Хемингуэй спросил его, что он думает в связи с этим о Клемансо. Болито ответил, что если бы Хемингуэй знал Клемансо получше, он не так преклонялся бы перед ним. Он говорил о том, что в молодости Клемансо был большим задирой и убивал людей без всякой причины на дуэлях, а когда он, уже старым человеком, получил во время войны власть, он всех своих старых политических противников посадил в тюрьмы, расстрелял или выслал, заклеймив их как предателей.
Идол был повергнут. Хемингуэй запомнил слова Райалла о Клемансо и много лет спустя в статье «Старый газетчик», написанной в 1934 году, за год до статьи, в которой он вспоминал о Райалле и приводил разговор с ним в Лозанне о Клемансо, расправился со своим бывшим кумиром. Он писал о том, как Клемансо, взяв власть в руки, «расстрелял или терроризировал всех своих старых политических противников», «казнил бог весть сколько солдат, которые умирали в Венсенне без огласки, привязанные к столбам перед карательными взводами».

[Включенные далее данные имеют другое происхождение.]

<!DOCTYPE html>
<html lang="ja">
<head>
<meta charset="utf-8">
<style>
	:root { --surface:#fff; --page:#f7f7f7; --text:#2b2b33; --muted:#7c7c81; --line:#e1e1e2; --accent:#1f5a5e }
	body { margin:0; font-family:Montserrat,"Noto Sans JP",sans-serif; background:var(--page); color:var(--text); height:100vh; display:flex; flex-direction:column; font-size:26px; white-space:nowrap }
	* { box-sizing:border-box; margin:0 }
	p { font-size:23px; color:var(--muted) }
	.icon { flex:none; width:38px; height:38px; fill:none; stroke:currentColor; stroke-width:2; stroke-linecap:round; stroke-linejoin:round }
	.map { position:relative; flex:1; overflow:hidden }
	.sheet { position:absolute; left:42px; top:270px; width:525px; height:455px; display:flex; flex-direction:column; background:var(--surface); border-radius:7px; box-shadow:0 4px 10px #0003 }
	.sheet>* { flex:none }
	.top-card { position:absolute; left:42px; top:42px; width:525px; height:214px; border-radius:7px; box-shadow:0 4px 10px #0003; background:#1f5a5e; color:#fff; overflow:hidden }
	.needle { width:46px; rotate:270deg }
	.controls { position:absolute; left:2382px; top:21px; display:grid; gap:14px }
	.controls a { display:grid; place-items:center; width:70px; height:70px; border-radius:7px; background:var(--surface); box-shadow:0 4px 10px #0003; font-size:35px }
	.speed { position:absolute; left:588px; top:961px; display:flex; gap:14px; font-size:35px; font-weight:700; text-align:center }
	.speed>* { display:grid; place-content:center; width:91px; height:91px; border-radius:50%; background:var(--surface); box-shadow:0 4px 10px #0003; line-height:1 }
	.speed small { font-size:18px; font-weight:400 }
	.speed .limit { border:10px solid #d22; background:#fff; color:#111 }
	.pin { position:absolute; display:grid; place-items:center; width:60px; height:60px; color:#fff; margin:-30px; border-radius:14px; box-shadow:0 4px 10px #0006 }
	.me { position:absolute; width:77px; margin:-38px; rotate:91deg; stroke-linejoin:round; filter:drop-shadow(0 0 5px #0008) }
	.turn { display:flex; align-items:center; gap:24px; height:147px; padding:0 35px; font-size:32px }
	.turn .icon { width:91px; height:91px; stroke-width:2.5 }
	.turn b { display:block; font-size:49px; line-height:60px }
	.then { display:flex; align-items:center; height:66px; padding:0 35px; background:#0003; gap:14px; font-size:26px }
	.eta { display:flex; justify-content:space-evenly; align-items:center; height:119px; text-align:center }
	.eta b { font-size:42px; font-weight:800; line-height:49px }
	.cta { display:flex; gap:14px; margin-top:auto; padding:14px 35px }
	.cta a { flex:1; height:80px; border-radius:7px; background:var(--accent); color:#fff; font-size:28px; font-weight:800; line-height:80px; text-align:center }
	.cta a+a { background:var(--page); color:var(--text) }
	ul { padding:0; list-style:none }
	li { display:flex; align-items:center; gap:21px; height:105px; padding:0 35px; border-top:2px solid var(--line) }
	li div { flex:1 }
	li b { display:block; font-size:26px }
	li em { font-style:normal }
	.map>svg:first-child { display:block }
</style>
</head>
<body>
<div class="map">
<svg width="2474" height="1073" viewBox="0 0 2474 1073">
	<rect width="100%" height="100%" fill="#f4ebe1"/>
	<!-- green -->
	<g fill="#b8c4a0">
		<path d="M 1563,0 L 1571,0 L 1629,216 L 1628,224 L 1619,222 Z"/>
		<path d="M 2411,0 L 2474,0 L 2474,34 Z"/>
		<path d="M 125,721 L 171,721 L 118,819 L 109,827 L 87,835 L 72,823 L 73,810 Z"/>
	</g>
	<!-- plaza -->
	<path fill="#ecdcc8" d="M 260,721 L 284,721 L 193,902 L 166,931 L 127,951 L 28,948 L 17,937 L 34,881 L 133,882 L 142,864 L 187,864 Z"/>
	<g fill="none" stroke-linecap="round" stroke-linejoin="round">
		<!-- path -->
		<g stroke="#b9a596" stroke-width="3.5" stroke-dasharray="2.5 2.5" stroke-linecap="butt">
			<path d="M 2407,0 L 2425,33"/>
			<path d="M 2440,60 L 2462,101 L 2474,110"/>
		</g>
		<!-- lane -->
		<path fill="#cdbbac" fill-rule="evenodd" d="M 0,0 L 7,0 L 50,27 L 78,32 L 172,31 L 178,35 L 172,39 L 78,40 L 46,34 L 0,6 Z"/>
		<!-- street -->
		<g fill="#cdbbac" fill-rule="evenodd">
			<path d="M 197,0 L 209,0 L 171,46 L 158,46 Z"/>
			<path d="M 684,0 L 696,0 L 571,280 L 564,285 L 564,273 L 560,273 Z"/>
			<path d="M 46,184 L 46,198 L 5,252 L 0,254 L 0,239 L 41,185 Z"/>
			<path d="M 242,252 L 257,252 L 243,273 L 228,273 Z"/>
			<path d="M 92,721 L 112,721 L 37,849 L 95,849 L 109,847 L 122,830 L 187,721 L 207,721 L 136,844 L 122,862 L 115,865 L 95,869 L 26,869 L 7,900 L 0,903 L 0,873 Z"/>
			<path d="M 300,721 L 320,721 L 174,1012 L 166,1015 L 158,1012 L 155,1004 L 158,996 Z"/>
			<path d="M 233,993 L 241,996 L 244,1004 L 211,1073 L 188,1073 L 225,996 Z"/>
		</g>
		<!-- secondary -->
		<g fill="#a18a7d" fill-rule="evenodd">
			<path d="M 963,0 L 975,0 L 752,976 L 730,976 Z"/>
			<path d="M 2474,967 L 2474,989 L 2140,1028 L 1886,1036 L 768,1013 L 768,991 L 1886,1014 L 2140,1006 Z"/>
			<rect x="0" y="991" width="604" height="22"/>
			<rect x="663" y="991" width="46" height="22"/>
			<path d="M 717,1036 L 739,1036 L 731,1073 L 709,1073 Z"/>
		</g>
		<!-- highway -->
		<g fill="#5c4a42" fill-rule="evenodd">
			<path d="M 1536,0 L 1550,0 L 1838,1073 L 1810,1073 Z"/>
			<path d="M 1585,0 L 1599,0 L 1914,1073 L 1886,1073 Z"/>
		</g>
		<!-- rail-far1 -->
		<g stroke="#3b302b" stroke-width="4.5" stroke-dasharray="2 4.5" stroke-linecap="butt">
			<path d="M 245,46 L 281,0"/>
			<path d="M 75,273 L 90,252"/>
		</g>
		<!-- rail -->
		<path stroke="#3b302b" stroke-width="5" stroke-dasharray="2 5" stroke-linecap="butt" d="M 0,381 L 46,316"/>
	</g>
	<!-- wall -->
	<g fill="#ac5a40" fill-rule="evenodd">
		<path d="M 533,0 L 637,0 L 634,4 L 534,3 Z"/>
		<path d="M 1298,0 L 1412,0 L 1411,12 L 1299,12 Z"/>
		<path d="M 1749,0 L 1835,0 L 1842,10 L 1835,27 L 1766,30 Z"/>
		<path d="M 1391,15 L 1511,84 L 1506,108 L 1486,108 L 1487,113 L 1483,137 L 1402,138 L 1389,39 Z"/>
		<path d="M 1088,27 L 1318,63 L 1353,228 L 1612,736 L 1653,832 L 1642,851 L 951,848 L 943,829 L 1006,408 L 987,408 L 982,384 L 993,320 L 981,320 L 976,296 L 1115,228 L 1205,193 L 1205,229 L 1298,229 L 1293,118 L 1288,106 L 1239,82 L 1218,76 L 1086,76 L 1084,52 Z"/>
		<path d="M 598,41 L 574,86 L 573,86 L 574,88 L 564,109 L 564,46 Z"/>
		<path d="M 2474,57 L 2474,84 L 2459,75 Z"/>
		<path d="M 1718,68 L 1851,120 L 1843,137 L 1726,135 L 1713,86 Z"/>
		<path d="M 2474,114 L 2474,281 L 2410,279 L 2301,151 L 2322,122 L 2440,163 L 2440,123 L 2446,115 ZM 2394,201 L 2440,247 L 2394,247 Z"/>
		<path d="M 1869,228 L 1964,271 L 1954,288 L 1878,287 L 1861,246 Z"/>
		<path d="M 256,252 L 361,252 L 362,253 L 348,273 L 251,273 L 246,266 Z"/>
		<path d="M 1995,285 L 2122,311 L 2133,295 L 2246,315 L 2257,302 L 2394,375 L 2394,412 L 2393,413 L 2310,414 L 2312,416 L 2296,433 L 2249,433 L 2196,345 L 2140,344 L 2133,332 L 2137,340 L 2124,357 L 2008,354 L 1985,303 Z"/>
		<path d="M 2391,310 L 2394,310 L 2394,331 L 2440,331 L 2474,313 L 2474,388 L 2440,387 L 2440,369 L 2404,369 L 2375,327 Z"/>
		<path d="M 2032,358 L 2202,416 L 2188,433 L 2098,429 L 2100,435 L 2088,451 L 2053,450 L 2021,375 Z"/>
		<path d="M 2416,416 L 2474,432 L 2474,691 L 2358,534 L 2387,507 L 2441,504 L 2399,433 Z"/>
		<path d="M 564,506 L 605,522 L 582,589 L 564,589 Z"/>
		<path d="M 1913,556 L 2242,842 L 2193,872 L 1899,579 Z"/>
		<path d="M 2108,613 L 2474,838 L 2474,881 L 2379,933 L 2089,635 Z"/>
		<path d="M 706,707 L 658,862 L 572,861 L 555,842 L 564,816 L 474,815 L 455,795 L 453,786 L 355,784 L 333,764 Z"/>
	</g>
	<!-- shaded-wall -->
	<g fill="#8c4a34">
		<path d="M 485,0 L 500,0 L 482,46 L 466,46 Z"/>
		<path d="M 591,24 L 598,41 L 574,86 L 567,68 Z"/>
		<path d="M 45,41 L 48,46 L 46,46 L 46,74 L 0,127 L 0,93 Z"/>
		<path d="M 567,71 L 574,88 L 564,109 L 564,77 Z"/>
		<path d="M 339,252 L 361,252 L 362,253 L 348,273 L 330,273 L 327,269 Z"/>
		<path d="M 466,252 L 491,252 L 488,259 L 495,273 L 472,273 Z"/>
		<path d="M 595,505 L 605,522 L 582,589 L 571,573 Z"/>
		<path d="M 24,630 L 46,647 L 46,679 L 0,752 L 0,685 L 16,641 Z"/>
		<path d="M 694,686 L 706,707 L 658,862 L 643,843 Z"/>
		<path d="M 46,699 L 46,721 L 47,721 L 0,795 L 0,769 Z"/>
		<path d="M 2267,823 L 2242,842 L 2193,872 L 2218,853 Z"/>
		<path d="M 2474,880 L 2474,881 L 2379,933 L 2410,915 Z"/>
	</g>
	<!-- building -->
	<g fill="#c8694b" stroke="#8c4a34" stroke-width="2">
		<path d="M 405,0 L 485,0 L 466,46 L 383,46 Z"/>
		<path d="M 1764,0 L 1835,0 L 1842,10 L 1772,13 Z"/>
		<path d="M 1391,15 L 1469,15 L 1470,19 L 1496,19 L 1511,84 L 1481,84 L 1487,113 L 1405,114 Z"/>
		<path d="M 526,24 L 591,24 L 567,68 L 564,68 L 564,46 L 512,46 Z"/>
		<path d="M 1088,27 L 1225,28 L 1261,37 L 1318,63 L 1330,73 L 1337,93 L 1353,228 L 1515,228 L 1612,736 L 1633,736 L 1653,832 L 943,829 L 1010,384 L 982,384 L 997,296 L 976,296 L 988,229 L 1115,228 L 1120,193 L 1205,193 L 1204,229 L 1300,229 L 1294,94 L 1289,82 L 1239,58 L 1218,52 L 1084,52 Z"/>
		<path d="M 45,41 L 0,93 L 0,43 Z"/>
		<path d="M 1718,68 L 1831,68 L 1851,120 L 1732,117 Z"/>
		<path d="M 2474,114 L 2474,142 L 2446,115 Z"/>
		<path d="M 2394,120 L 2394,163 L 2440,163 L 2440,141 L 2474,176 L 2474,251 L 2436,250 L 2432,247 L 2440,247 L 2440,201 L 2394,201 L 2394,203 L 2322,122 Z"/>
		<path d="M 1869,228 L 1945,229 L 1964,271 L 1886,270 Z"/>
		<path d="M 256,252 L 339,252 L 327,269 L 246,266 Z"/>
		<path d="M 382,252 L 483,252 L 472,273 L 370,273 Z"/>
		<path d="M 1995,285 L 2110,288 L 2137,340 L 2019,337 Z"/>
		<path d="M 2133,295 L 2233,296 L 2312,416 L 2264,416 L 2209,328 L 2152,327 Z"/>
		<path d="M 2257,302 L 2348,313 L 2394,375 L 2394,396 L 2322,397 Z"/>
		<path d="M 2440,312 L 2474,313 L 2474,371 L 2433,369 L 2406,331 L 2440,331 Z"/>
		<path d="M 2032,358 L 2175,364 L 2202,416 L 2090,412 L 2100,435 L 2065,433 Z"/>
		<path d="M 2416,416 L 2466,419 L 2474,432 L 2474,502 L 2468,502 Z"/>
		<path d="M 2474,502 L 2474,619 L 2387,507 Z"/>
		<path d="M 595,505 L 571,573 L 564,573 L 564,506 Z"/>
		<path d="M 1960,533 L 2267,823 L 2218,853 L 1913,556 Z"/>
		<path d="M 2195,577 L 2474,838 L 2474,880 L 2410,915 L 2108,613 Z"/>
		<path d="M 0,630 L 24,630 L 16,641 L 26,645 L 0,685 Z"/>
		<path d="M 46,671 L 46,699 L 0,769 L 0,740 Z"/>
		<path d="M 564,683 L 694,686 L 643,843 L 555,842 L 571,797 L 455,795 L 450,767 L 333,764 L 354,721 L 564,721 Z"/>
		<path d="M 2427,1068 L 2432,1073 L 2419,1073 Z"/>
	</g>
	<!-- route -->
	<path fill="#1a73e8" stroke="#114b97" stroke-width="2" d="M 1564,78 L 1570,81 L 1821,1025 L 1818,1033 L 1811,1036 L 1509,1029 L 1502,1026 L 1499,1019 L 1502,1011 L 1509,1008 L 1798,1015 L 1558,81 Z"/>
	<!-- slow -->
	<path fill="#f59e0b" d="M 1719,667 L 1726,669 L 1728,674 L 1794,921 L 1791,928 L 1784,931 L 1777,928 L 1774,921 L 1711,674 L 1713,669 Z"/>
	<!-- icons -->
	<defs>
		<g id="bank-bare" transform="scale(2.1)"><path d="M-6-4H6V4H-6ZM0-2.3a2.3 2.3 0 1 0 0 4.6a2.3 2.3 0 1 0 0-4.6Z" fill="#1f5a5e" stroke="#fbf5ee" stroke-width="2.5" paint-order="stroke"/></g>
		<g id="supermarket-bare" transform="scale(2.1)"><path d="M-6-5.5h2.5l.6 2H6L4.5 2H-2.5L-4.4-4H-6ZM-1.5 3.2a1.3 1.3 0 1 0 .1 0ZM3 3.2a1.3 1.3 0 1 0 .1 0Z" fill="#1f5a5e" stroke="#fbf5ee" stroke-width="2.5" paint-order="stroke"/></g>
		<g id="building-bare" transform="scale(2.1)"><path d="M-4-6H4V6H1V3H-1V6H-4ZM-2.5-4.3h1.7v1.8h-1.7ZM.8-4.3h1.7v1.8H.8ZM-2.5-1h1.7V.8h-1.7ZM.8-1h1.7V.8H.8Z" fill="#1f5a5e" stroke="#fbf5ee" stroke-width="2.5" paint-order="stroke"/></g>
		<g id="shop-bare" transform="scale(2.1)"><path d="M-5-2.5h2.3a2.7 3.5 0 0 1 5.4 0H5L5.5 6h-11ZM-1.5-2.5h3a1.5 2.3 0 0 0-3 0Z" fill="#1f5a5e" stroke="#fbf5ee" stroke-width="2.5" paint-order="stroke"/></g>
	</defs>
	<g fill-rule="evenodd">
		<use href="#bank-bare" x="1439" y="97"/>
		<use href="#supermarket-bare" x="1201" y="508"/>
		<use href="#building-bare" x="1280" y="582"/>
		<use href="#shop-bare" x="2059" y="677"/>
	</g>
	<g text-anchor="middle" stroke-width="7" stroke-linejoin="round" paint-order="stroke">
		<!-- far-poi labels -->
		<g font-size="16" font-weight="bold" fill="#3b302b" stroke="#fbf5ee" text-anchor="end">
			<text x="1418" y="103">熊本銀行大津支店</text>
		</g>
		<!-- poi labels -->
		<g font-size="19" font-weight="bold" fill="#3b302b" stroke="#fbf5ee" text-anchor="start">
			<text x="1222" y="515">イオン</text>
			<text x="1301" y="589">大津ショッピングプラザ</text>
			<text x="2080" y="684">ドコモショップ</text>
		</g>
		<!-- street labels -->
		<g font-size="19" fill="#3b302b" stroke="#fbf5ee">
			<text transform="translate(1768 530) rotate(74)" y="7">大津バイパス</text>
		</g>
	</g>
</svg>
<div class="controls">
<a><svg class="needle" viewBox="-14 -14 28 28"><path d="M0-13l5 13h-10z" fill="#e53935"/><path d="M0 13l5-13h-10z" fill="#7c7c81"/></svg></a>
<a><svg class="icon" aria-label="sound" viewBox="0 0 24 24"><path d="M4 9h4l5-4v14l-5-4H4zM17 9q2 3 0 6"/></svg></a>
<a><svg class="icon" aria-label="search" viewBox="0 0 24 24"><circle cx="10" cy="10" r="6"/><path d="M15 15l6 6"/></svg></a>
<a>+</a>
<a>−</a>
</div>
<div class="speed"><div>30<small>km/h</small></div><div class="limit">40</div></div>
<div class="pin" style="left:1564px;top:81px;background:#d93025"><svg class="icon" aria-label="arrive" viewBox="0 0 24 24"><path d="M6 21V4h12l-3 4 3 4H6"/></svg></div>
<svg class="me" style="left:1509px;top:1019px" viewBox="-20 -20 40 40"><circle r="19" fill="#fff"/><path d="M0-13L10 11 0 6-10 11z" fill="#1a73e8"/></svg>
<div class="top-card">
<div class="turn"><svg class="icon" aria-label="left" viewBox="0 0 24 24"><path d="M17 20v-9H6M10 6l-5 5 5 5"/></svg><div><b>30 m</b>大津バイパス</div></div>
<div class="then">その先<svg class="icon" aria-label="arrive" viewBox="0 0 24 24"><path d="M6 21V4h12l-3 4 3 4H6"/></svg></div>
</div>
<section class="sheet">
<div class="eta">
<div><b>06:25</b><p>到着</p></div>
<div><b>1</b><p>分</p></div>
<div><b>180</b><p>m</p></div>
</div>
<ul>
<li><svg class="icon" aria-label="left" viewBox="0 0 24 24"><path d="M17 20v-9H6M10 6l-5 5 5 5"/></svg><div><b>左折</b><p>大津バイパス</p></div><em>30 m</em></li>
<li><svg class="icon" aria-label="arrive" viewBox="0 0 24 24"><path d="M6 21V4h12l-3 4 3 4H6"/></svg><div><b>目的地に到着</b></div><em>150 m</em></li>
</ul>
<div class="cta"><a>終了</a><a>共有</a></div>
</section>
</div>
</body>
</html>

«Тот, кто видел, — писал Хемингуэй, — как по приказу Клемансо республиканская гвардия в блестящих кирасах и хвостатых касках на широкогрудых, тяжелоногих, крепко подкованных лошадях атаковала и топтала шествие инвалидов войны, которые были уверены, что «старик» никогда не тронет их, любимых его poilus; тот, кто видел блеск сабель и рысь, переходящую в галоп, и опрокинутые кресла-каталки, и людей, выкинутых из них на тротуар и не способных двинуться, сломанные костыли, мозги и кровь на камнях мостовой, железные подковы, выбивающие искры из булыжника и глухо топчущие безногих и безруких людей и бегущую толпу, — кто видел все это, для того ничего нового не было в том, что Гувер направил войска, чтобы рассеять голодный поход ветеранов».
Эти идеи Болито Райалла ложились на уже хорошо подготовленную почву. Небольшой личный опыт Хемингуэя подсказывал ему сходные выводы.
Впоследствии, в 1935 году, Хемингуэй написал о Болито: «Поскольку я тогда был мальчишкой, он объяснил мне множество вещей, ставших началом всего моего образования в области международной политики».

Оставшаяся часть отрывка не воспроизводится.